中央区にお住まいされている方、あるいは勤められている方の中で、自身が出逢って感銘を受けた人や共感した人などをご紹介していきたいと思います。
第2回の今回は、東銀座駅近くの飲食店で店長を務められている宮下正幸さんです。
築地の〔ADK松竹スクエア〕は近代的なフォルムが美しく、一階ロビーの開放感もとてもお気に入りです。大階段も印象的です。時々ドラマのロケにも使われています。
ここにはかつて松竹の映画館があって、〝寅さん〟シリーズ全盛の頃は多くのシネマファンが通っていました。今では飲食店とオフィスの入居するビルですが、3階には「松竹大谷図書館」があり、歌舞伎を中心に専門書や資料が収蔵される貴重な施設があります。
今日はこのビルの2階にある〔串焼・炭火焼肉 Yagura〕をお訪ねします。前述の1階ロビーからエスカレータをあがると、ゆったりとした導線の先に落ち着いたエントランスが見えてきます。和風のセンスを活かしたしっとりとした雰囲気は、仕事の得意先との商談だけではなく、家族団らんにもピッタリです。
店長の宮下さんはタフで優しいリーダーとして従業員の皆さんに慕われています。ほとんど休みなしにこの店を守り立てるために頑張っていらっしゃいます。いつ訪れても笑顔を絶やさず、お人柄はソフトですが、店内の隅々まで眼を光らせて状況把握されている姿は厳しいプロフェッショナルを感じます。
宮下さんの座右の銘は「公認無私」だそうです。何でも昭和天皇のお言葉だそうですが、意味合いとしては自らのわがままを捨ててみんなのために尽くすということかと思います。ホスピタリティの意訳としてその世界の権威である力石寛夫さんが取り上げていらっしゃったとも伺いました。
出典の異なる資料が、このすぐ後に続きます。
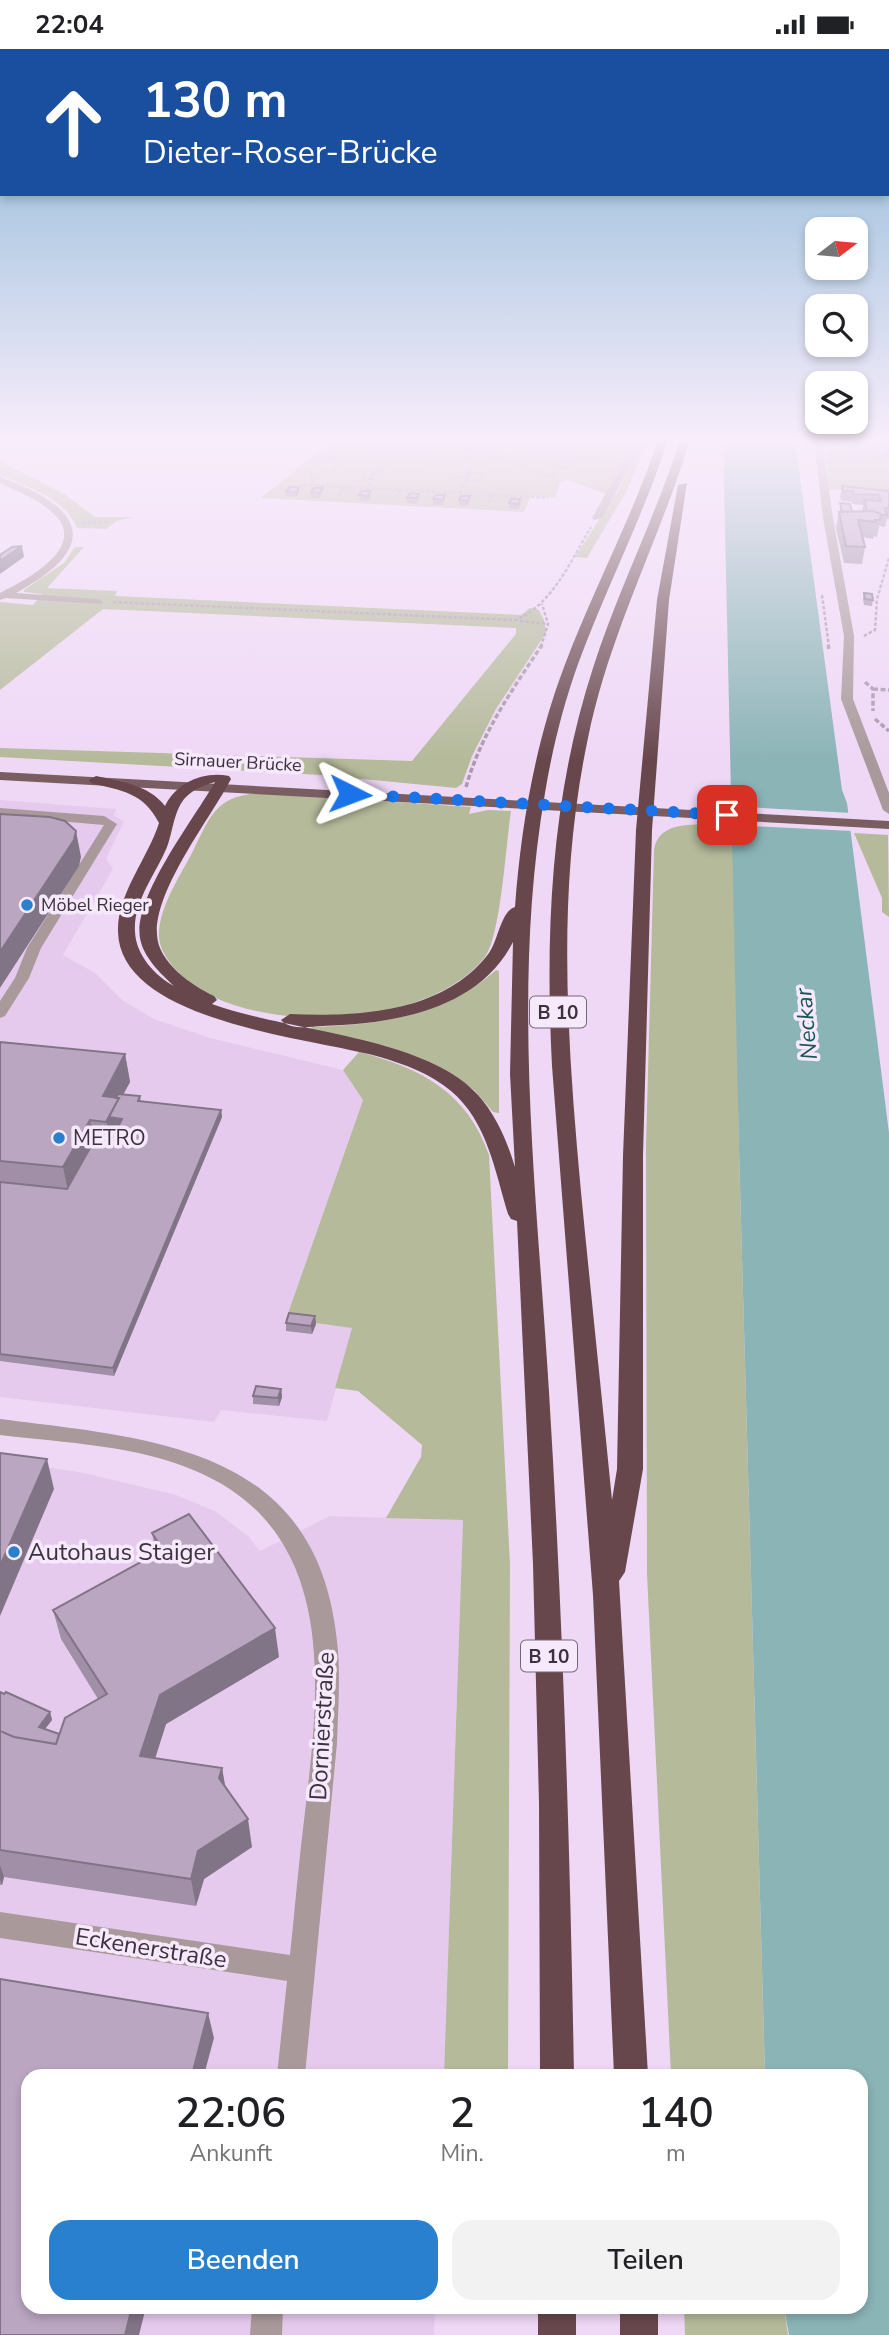 <!DOCTYPE html>
<html lang="de">
<meta charset="utf-8">
<style>
body{margin:0;font-family:"Nunito Sans",sans-serif;background:#f2f2f2;color:#202124;height:100vh;display:flex;flex-direction:column;font-size:26px;white-space:nowrap}
*{box-sizing:border-box;margin:0}
p{font-size:23px;color:#757577}
.icon{flex:none;width:38px;height:38px;fill:none;stroke:currentColor;stroke-width:2;stroke-linecap:round;stroke-linejoin:round}
.map{position:relative;flex:1;overflow:hidden}
.sheet{position:absolute;left:21px;top:2020px;width:847px;height:245px;display:flex;flex-direction:column;background:#fff;border-radius:21px;box-shadow:0 4px 10px #0003}
.sheet>*{flex:none}
.banner{position:absolute;left:0px;top:0px;width:889px;height:147px;box-shadow:0 4px 10px #0003;background:#1a4fa0;color:#fff;overflow:hidden}
.needle{width:46px;rotate:74deg}
.buttons{position:absolute;left:805px;top:168px;display:grid;gap:14px}
.buttons a{display:grid;place-items:center;width:63px;height:63px;border-radius:14px;background:#fff;box-shadow:0 4px 10px #0003;font-size:35px}
.pin{position:absolute;display:grid;place-items:center;width:60px;height:60px;color:#fff;margin:-30px;border-radius:14px;box-shadow:0 4px 10px #0006}
.me{position:absolute;width:77px;margin:-38px;rotate:93deg;stroke-linejoin:round;filter:drop-shadow(0 0 5px #0008)}
.turn{display:flex;align-items:center;gap:24px;height:147px;padding:0 28px;font-size:32px}
.turn .icon{width:91px;height:91px;stroke-width:2.5}
.turn b{display:block;font-size:49px;line-height:60px}
.eta{display:flex;justify-content:space-evenly;align-items:center;height:119px;text-align:center}
.eta b{font-size:42px;font-weight:600;line-height:49px}
.primary-button{display:flex;gap:14px;margin-top:auto;padding:14px 28px}
.primary-button a{flex:1;height:80px;border-radius:21px;background:#2980ce;color:#fff;font-size:28px;font-weight:600;line-height:80px;text-align:center}
.primary-button a+a{background:#f2f2f2;color:#202124}
.status{display:flex;justify-content:space-between;align-items:center;height:49px;padding:0 35px;background:#fff;direction:ltr}
.status svg{height:19px;fill:currentColor}
.map>svg:first-child{display:block}
.built{fill:#e6caee}
.green{fill:#b5ba9b}
.water{fill:#8bb4b7}
.pier{fill:#efd8f6}
.lines{fill:none;stroke-linecap:round;stroke-linejoin:round}
.path-far1{stroke:#ab99b0;stroke-width:2.5;stroke-dasharray:3.5 2;stroke-linecap:butt}
.path{stroke:#ab99b0;stroke-width:3.5;stroke-dasharray:5 2.5;stroke-linecap:butt}
.minor{fill:#a9999b;fill-rule:evenodd}
.major{fill:#795d61;fill-rule:evenodd}
.highway{fill:#67474c;fill-rule:evenodd}
.wall{fill:#a08fa6}
.shaded-wall{fill:#827487}
.building{fill:#baa6c1;stroke:#827487;stroke-width:2}
.route{stroke:#1a73e8;stroke-width:12;stroke-dasharray:0 21.6}
.poi-dot{fill:#2980ce;stroke:#f7e9fc;stroke-width:2.5}
.labels{text-anchor:middle;stroke-width:7;stroke-linejoin:round;paint-order:stroke}
.far-street-label{font-size:18px;fill:#3b323e;stroke:#f7e9fc}
.far-poi-label{font-size:18px;fill:#3b323e;stroke:#f7e9fc;text-anchor:start}
.shield{fill:#f7e9fc;stroke:#736977;stroke-width:2}
.shield-label{font-size:19px;font-weight:bold;fill:#3b323e}
.poi-label{font-size:21px;fill:#3b323e;stroke:#f7e9fc;text-anchor:start}
.water-label{font-size:23px;font-style:italic;fill:#1a5558;stroke:#f7e9fc}
.near-poi-label{font-size:24px;fill:#3b323e;stroke:#f7e9fc;text-anchor:start}
.near-street-label{font-size:24px;fill:#3b323e;stroke:#f7e9fc}
</style>
<div class="status"><b>22:04</b><svg viewBox="0 0 49 12"><path d="M0 12V9h3v3zM5 12V6h3v6zM10 12V3h3v9zM15 12V0h3v12zM26 1h20v11H26zM47 4h2v5h-2z"/></svg></div>
<div class="map">
<svg width="889" height="2286" viewBox="0 0 889 2286">
<rect width="100%" height="100%" fill="#efd8f6"/>
<path class="built" d="M0,751L116,760L114,767L124,772L106,810L113,820L63,906L95,924L122,951L154,970L210,989L343,1021L363,1050L286,1270L353,1279L327,1372L221,1361L214,1373L0,1348Z
M0,1412L80,1423L176,1446L215,1462L248,1487L260,1502L330,1467L463,1471L444,2026H28V2258H435L434,2286H0Z"/>
<path class="green" d="M333,391H635L606,445L568,431L560,433L555,449L531,447L524,463L261,449Z
M642,391H648L627,441L587,509L575,508L619,440Z
M824,391H889V445L829,440Z
M0,412L64,445L95,468H133L117,472L106,480L77,479C67,450 26,437 0,426Z
M75,498H84L47,539L117,542L115,547L502,565L521,566L530,559L539,561L544,571L546,584L496,660L472,707L462,735L456,739L321,726L0,708V699L412,712L516,585V579L103,560L0,641V553L33,556L42,545L24,543V541L64,514Z
M260,744L471,758L469,765L488,761L511,762C506,794 501,886 485,908C429,981 245,989 181,926C170,915 158,900 159,884C160,856 181,826 193,802C211,766 216,747 260,744Z
M709,775L734,776L739,1101L765,2026H671L647,1525L646,1097L654,801C658,774 687,776 709,775Z
M854,784L888,786L889,868L882,863V849Z
M496,921L499,922V1064L493,1063L474,1041L434,1015L387,998L310,980L312,978C379,976 444,967 496,921Z
M359,1003C421,1019 467,1043 489,1106L510,1515L508,2026H444L463,1471L386,1469L421,1408L422,1396L358,1342L335,1339L352,1279L286,1270L363,1051L343,1021Z
M684,2258H784L788,2286H685Z"/>
<path class="water" d="M723,391H795L842,741L847,754L889,1084V2286H789L784,2258H861V2026H765L739,1101Z"/>
<path class="pier" d="M729,757L851,764L852,782L730,776Z"/>
<g class="lines">
<path class="path-far1" d="M396,391L367,439L548,449
M459,391L487,405L552,428L564,391
M551,391H564
M856,391L855,401L873,402L879,395L889,393
M343,395L346,391
M362,395L392,396
M536,397L561,399
M562,397L578,398
M393,398L430,400
M452,399L474,401
M373,401L370,405L387,406
M873,402L874,406L889,413
M388,404L396,405
M525,404H539L538,407
M539,405L559,406
M405,406H431
M558,408L599,410
M463,409H475
M331,410L328,407L332,402
M556,413L569,414
M383,414L402,413
M473,414H484
M534,414L556,415
M316,416L327,410L382,413
M375,416L370,425H376
M429,417L431,414L457,415
M555,417L568,419
M334,422L344,412
M377,423L384,424L382,426
M468,424L483,425
M311,425L313,436
M362,429L372,430
M449,429H466
M465,432L483,431
M300,439L302,441L294,440Z
M300,439L302,436L367,439
M462,439H469
M459,444L478,405L491,391
M339,447L344,438
M395,448L400,441
M488,454L491,446
M82,474L110,473
M822,546L829,598
M113,553L516,571C553,555 571,511 591,478
M520,572L548,575
M864,587L875,581L877,550L889,509
M541,598L548,575L542,555"/>
<path class="path" d="M828,596L829,600
M865,633L873,640V662
M873,640L889,641
M875,670L889,682
M466,738C481,685 512,641 542,596"/>
<path class="minor" d="M636,391H644L602,469L594,471L592,469Z
M814,391H822L833,469L854,587L853,650L889,744V765L883,761L841,650L844,587L823,469Z
M0,428C84,458 103,497 16,544L98,550L103,553L102,555L6,549L0,551V544C26,531 90,498 53,464C38,450 18,443 0,434Z
M0,759L104,767L117,775L41,899L29,929L5,967L0,969V952L15,929L27,899L104,776L0,767Z
M0,1370C156,1390 317,1398 337,1592C341,1626 338,1660 337,1694L305,2026H277L287,1932L0,1889V1863L290,1906C295,1858 299,1810 305,1763C320,1637 338,1484 198,1423C138,1396 65,1394 0,1386Z
M252,2258H283L282,2286H250Z"/>
<path class="major" d="M0,723L889,772V780L0,731Z"/>
<path class="highway" d="M658,391H668C643,468 606,539 578,615C563,657 552,701 545,744C511,941 537,1145 549,1343C563,1571 570,1798 574,2026H540L539,1754L533,1515L517,1172L511,1170L508,1165C495,1122 487,1072 451,1042C431,1025 404,1015 380,1008C315,989 119,974 118,882C117,845 148,809 159,774C143,743 122,742 91,734L89,731L96,727C121,733 148,735 165,757C177,733 204,722 229,727L231,730C210,770 154,841 157,886C158,913 192,937 214,947L217,951L212,955C288,983 425,987 478,1046C496,1066 507,1092 515,1118L510,1025L513,893C478,962 391,975 322,977C310,978 289,981 281,971L290,965C358,968 444,964 489,904C498,892 501,862 515,858C521,777 535,695 564,618C593,541 632,469 658,391ZM215,733C194,770 133,848 140,889C143,908 161,925 174,937C155,927 136,906 135,883C133,852 156,825 167,798C173,782 174,760 186,748C194,740 204,736 215,733Z
M680,391H690C659,492 609,585 588,689C556,840 567,990 581,1143C591,1246 602,1349 612,1451L617,1420L623,1107L636,781L657,551L678,436L687,434L669,551L652,781L643,1107V1420L625,1523L619,1532L648,2026H614L593,1546L552,1017C545,882 551,748 593,619C618,541 655,469 680,391Z
M538,2258H576V2286H538Z
M620,2258H658V2286H620Z"/>
</g>
<path class="wall" d="M883,398L889,399V407L882,404Z
M842,437L889,442V470H887L885,478L879,477L877,488L874,487L873,490L862,488L865,498L862,515L844,514L836,479L839,463H840V454L852,463L862,462L863,456L852,455V453L841,452L840,448Z
M290,438L299,444L296,448L286,447V442Z
M314,439L323,445L320,449H311V443Z
M362,442L371,448L369,452H360L359,446Z
M419,445V450L417,455L407,454V449Z
M436,446L445,452L443,456H433V450Z
M470,447V453L468,457H459V451Z
M511,450L520,456L519,460H509Z
M864,544L873,551L872,557L864,556L863,550Z
M0,993L125,1005L130,1033L123,1046L140,1047L141,1053L221,1061L222,1068L114,1327L0,1312Z
M315,1267L316,1275L312,1285L286,1282V1274Z
M281,1340L282,1348L279,1357L253,1355V1347Z
M152,1484L279,1608L166,1675L155,1709L222,1719L225,1738L252,1798L204,1830L196,1857L4,1828L2,1836H0V1643L50,1663L52,1671L45,1680L59,1685L98,1650L61,1590L53,1561L156,1505Z"/>
<path class="shaded-wall" d="M299,438V444L296,448V443Z
M22,497L24,508L0,525V508Z
M76,782L81,808L79,817L0,939V903Z
M125,1005L130,1033L119,1053L123,1077L111,1102L103,1047Z
M221,1061L222,1068L114,1327L113,1319Z
M90,1071L95,1100L69,1147L63,1118Z
M315,1267L316,1275L312,1285L311,1277Z
M281,1340L282,1348L279,1357L278,1349Z
M47,1410L54,1440L0,1567V1517Z
M275,1579L279,1608L166,1675L147,1735L140,1707L160,1646Z
M50,1663L52,1671L41,1685L39,1678Z
M222,1719L227,1747L219,1729Z
M248,1770L252,1798L204,1830L196,1857L191,1830L198,1802Z
M0,1816L4,1828L2,1836L0,1831Z
M208,1964L214,1989L204,2026H192Z
M132,2258H146L139,2286H125Z"/>
<path class="building" d="M842,437L889,442V459H885L887,466H881V465L873,462H867L864,451L881,452L879,446L854,445L853,442H843Z
M290,438H299L296,443L286,442Z
M314,439H323L320,444L311,443Z
M362,442H371L368,447L359,446Z
M410,444L419,445L417,449H407Z
M436,446H445L443,451L433,450Z
M461,447H470L468,452L459,451Z
M511,450H520L519,455L509,454Z
M840,454L850,455L852,463H842Z
M873,462L881,465L880,471H875L876,473L858,471L865,498L846,497L839,463Z
M22,497L0,512V506L12,498Z
M864,544L872,545L873,551L865,550Z
M0,765L50,768L65,772L76,782L74,791L0,903Z
M0,993L125,1005L103,1047L119,1049L106,1073L90,1071L63,1118L0,1112Z
M118,1045L140,1047L138,1052L221,1061L113,1319L0,1305V1133L67,1140L94,1092L110,1094L122,1070L109,1068L119,1049H116Z
M289,1264L315,1267L311,1277L286,1274Z
M256,1337L281,1340L278,1349L253,1347Z
M0,1404L47,1410L0,1517Z
M189,1465L275,1579L160,1646L140,1707L222,1719L219,1729L248,1770L198,1802L191,1830L0,1801V1682L14,1688L56,1695L65,1669L107,1645L53,1561L163,1501L152,1484Z
M0,1643L4,1645L6,1643L50,1663L39,1678L59,1685L56,1695L14,1688L0,1682Z
M0,1930L208,1964L192,2026H28V2258H132L125,2286H0Z"/>
<linearGradient id="sky" x2="0" y2="1"><stop stop-color="#83b4d4"/><stop offset="0.55" stop-color="#f8edfb"/><stop offset="1" stop-color="#f8edfb" stop-opacity="0"/></linearGradient>
<rect width="889" height="711" fill="url(#sky)"/>
<g class="lines">
<path class="route" d="M350,745L727,766"/>
</g>
<g class="poi-dot">
<circle cx="27" cy="856" r="7"/>
<circle cx="59" cy="1089" r="7"/>
<circle cx="14" cy="1503" r="7"/>
</g>
<g class="labels">
<g class="far-street-label">
<text transform="translate(238 713) rotate(3)" y="6">Sirnauer Brücke</text>
</g>
<g class="far-poi-label">
<text x="41" y="862">Möbel Rieger</text>
</g>
<g class="shield">
<rect x="530" y="947.5" width="56" height="31" rx="5"/>
<rect x="521" y="1591.5" width="56" height="31" rx="5"/>
</g>
<g class="shield-label">
<text x="558" y="970">B 10</text>
<text x="549" y="1614">B 10</text>
</g>
<g class="poi-label">
<text x="73" y="1096">METRO</text>
</g>
<g class="water-label">
<text transform="translate(806 975) rotate(-95)" y="8">Neckar</text>
</g>
<g class="near-poi-label">
<text x="28" y="1511">Autohaus Staiger</text>
</g>
<g class="near-street-label">
<text transform="translate(322 1677) rotate(-87)" y="8">Dornierstraße</text>
<text transform="translate(151 1899) rotate(9)" y="8">Eckenerstraße</text>
</g>
</g>
</svg>
<div class="buttons">
<a><svg class="needle" viewBox="-14 -14 28 28"><path d="M0-13l5 13h-10z" fill="#e53935"/><path d="M0 13l5-13h-10z" fill="#757577"/></svg></a>
<a><svg class="icon" aria-label="search" viewBox="0 0 24 24"><circle cx="10" cy="10" r="6"/><path d="M15 15l6 6"/></svg></a>
<a><svg class="icon" aria-label="layers" viewBox="0 0 24 24"><path d="M12 4l9 5-9 5-9-5zM3 14l9 5 9-5"/></svg></a>
</div>
<div class="pin" style="left:727px;top:766px;background:#d93025"><svg class="icon" aria-label="arrive" viewBox="0 0 24 24"><path d="M6 21V4h12l-3 4 3 4H6"/></svg></div>
<svg class="me" style="left:350px;top:745px" viewBox="-20 -20 40 40"><path d="M0-17L14 15 0 8-14 15z" fill="#1a73e8" stroke="#fff" stroke-width="4"/></svg>
<div class="banner">
<div class="turn"><svg class="icon" aria-label="ahead" viewBox="0 0 24 24"><path d="M12 20V5M6 11l6-6 6 6"/></svg><div><b>130 m</b>Dieter-Roser-Brücke</div></div>
</div>
<section class="sheet">
<div class="eta">
<div><b>22:06</b><p>Ankunft</p></div>
<div><b>2</b><p>Min.</p></div>
<div><b>140</b><p>m</p></div>
</div>
<div class="primary-button"><a>Beenden</a><a>Teilen</a></div>
</section>
</div>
いずれにしても、サービス業の原点である「おもてなしの心」を追求し、それをどう形にするかを宮下さんは考え続けているんだな、と実感しました。
最後にお店を出るときに玄関口まで見送ってくださった宮下さんは、短くても心のこもった挨拶をして下さいました。いただいた食事にはもちろん満足しましたが、やっぱり食事は良い環境でいただくことが大切だと納得しました。お店の皆さん、お世話になりありがとうございました。